» Exercise data
+===+

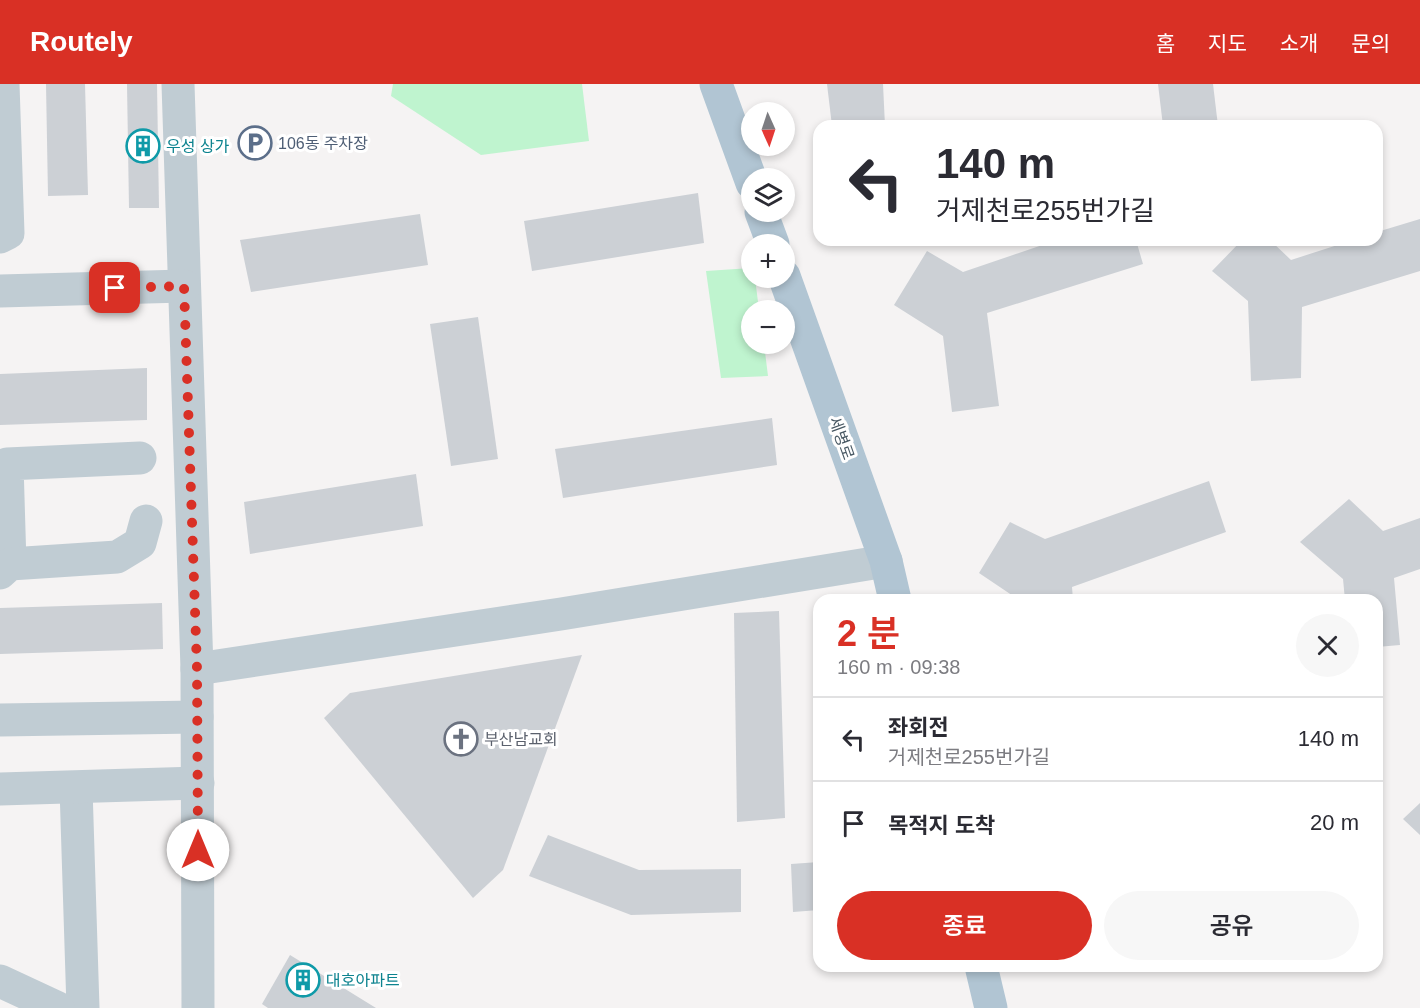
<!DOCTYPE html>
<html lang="ko">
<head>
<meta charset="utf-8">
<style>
	:root { --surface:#fff; --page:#f7f7f7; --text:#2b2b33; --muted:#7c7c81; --line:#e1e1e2; --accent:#d93025 }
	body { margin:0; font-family:Arial,"Noto Sans KR",sans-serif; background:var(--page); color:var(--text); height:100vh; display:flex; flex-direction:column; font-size:22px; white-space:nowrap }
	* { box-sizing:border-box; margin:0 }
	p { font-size:20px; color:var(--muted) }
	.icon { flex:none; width:33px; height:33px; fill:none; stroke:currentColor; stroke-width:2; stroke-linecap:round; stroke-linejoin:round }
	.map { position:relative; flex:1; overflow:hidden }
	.panel { position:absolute; left:813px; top:510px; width:570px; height:378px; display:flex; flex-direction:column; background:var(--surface); border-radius:18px; box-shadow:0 3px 9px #0003 }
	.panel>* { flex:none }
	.banner { position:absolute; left:813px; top:36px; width:570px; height:126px; border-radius:18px; box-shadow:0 3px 9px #0003; background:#fff; color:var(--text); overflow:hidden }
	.needle { width:39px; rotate:177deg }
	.buttons { position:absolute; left:741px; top:18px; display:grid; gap:12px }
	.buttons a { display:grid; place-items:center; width:54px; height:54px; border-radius:50%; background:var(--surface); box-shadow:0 3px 9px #0003; font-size:30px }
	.pin { position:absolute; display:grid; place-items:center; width:51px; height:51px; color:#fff; margin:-26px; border-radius:12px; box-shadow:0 3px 9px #0006 }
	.me { position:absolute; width:66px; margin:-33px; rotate:0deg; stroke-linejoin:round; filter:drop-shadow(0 0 4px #0008) }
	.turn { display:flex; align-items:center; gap:21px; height:126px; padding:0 24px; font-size:27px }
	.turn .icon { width:78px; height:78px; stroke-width:2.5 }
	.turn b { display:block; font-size:42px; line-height:51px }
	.round { display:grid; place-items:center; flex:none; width:63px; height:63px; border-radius:32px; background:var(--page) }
	.overview { display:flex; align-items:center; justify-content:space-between; height:102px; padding:0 24px }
	h1 { font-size:36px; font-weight:600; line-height:45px; color:var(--accent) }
	.primary-button { display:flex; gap:12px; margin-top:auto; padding:12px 24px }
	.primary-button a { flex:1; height:69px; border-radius:36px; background:var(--accent); color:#fff; font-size:24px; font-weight:600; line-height:69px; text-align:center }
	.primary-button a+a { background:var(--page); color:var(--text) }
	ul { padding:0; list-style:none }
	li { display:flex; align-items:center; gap:18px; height:84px; padding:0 24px; border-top:2px solid var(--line) }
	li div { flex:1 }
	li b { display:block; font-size:22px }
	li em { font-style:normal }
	header { display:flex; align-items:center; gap:36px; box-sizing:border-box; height:84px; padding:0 30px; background:var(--accent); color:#fff }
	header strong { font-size:28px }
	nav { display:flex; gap:33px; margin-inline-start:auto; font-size:21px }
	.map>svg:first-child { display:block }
	.green { fill:#bff4cf }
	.building { fill:#ccd0d5 }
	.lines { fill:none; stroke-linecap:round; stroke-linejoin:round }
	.minor { stroke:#c0ccd3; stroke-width:33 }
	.major { stroke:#b1c5d3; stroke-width:33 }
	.route { stroke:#d93025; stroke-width:10; stroke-dasharray:0 18 }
	.labels { text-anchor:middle; stroke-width:6; stroke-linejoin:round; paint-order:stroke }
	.service-label { font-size:16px; fill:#4e5e75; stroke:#fff; text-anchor:start }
	.culture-label { font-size:16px; fill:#0d838f; stroke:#fff; text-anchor:start }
	.street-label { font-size:16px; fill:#485863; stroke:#fff }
	.worship-label { font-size:16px; fill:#5b616d; stroke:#fff; text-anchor:start }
</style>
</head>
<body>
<header>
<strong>Routely</strong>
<nav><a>홈</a><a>지도</a><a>소개</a><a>문의</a></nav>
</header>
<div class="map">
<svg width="1420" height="924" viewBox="0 0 1420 924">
	<rect width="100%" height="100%" fill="#f5f3f3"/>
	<g class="green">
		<polygon points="393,0 582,0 589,57 481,71 391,12"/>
		<polygon points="751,184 752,194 755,194 759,226 752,226 752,260 764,260 768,292 721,294 706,187"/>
	</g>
	<g class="building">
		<polygon points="46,0 85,0 88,111 48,112"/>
		<polygon points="127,0 157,0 159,124 129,124"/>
		<polygon points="827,0 883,0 885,42 832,42"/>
		<polygon points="1158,0 1213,0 1218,42 1163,42"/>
		<polygon points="698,109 704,159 532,187 524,137"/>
		<polygon points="420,130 428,181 251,208 240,156"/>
		<polygon points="1420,135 1420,187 1302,223 1301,294 1251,297 1248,217 1212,187 1242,156 1270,156 1291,176 1353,156 1377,156 1377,148"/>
		<polygon points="1057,156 1136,156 1143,180 987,229 999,322 952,328 943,252 894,221 927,167 963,188"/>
		<polygon points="478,233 498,375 451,382 430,240"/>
		<polygon points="147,284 147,336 0,341 0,290"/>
		<polygon points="772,334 777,381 563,414 555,365"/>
		<polygon points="416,390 423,442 250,470 244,418"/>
		<polygon points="1209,397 1226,448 1072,503 1073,516 1019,516 979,489 1010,438 1045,455"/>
		<polygon points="1349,415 1383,447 1420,434 1420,485 1394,494 1400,561 1377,563 1377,516 1345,516 1343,495 1300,458"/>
		<polygon points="162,519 163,565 0,570 0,524"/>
		<polygon points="779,527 785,734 737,738 734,529"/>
		<polygon points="582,571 503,786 473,814 324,634 350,609"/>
		<polygon points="1420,719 1420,751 1403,735"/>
		<polygon points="548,751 639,786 741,785 741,828 631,831 529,792"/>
		<polygon points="819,778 819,826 793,828 791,780"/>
		<polygon points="290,871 376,924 268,924 262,920"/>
	</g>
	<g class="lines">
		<g class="minor">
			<polyline points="178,0 197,585 198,924"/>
			<polyline points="0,153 8,149 3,0"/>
			<polyline points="0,207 184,202"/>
			<polyline points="10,480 7,380 140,374"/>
			<polyline points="0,489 10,480 117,473 140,459 146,437"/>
			<polyline points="197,585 561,530 886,477"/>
			<polyline points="0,636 197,633"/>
			<polyline points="76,704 83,924"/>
			<polyline points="0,705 198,699"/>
			<polyline points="0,897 58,924"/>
		</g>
		<g class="major">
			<polyline points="716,0 752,99"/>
			<polyline points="761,128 773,160"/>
			<polyline points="784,192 886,477 895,516"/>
			<polyline points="981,882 991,924"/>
		</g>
	</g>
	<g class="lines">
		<polyline class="route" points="115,204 184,202 197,585 198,766"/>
	</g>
	<defs>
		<symbol id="parking-ring" viewBox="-11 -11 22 22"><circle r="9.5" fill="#fff" stroke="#5c6f8a" stroke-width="1.5"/><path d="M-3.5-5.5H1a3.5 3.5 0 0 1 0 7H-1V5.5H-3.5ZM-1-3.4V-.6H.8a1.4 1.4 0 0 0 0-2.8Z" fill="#5c6f8a"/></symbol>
		<symbol id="building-ring" viewBox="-11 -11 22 22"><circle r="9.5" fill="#fff" stroke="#0f9aa8" stroke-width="1.5"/><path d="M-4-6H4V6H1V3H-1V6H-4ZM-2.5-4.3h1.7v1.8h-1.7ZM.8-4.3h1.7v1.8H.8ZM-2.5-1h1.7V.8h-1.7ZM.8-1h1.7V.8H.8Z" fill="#0f9aa8"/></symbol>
		<symbol id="church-ring" viewBox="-11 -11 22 22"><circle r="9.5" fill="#fff" stroke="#6b7280" stroke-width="1.5"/><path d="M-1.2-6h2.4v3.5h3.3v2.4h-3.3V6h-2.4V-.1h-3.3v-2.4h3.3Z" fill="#6b7280"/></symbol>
	</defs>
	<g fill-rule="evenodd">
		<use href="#parking-ring" x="236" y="40" width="38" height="38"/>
		<use href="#building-ring" x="124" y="43" width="38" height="38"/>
		<use href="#church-ring" x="442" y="636" width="38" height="38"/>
		<use href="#building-ring" x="284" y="877" width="38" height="38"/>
	</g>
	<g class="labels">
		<g class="service-label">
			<text x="278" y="65">106동 주차장</text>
		</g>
		<g class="culture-label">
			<text x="166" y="68">우성 상가</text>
			<text x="326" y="902">대호아파트</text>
		</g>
		<g class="street-label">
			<text transform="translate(842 354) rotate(70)" y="6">세병로</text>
		</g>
		<g class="worship-label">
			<text x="484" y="661">부산남교회</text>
		</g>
	</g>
</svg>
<div class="buttons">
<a><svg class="needle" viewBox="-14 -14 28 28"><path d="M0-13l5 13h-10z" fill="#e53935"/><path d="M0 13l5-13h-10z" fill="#7c7c81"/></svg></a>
<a><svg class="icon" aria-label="layers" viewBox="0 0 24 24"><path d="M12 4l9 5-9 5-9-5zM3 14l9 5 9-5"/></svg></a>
<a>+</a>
<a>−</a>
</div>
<div class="pin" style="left:115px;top:204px;background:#d93025"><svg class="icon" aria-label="arrive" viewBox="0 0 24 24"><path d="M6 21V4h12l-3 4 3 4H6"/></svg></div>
<svg class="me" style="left:198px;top:766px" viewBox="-20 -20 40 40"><circle r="19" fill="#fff"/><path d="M0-13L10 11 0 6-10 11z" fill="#d93025"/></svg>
<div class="banner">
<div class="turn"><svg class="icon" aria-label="left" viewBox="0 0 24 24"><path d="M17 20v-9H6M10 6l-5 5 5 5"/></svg><div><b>140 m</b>거제천로255번가길</div></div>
</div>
<section class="panel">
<div class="overview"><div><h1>2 분</h1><p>160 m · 09:38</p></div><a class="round"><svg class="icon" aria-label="close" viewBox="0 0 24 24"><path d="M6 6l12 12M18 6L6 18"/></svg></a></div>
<ul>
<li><svg class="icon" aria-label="left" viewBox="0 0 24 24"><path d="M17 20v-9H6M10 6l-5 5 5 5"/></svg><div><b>좌회전</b><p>거제천로255번가길</p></div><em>140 m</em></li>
<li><svg class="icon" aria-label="arrive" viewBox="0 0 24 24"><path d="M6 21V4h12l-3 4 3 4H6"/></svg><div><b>목적지 도착</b></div><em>20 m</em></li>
</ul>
<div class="primary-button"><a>종료</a><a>공유</a></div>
</section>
</div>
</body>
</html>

+===+

» Your task
Please filter the data down to the lines containing the word "overflow".

» Written answer
	.map { position:relative; flex:1; overflow:hidden }
	.banner { position:absolute; left:813px; top:36px; width:570px; height:126px; border-radius:18px; box-shadow:0 3px 9px #0003; background:#fff; color:var(--text); overflow:hidden }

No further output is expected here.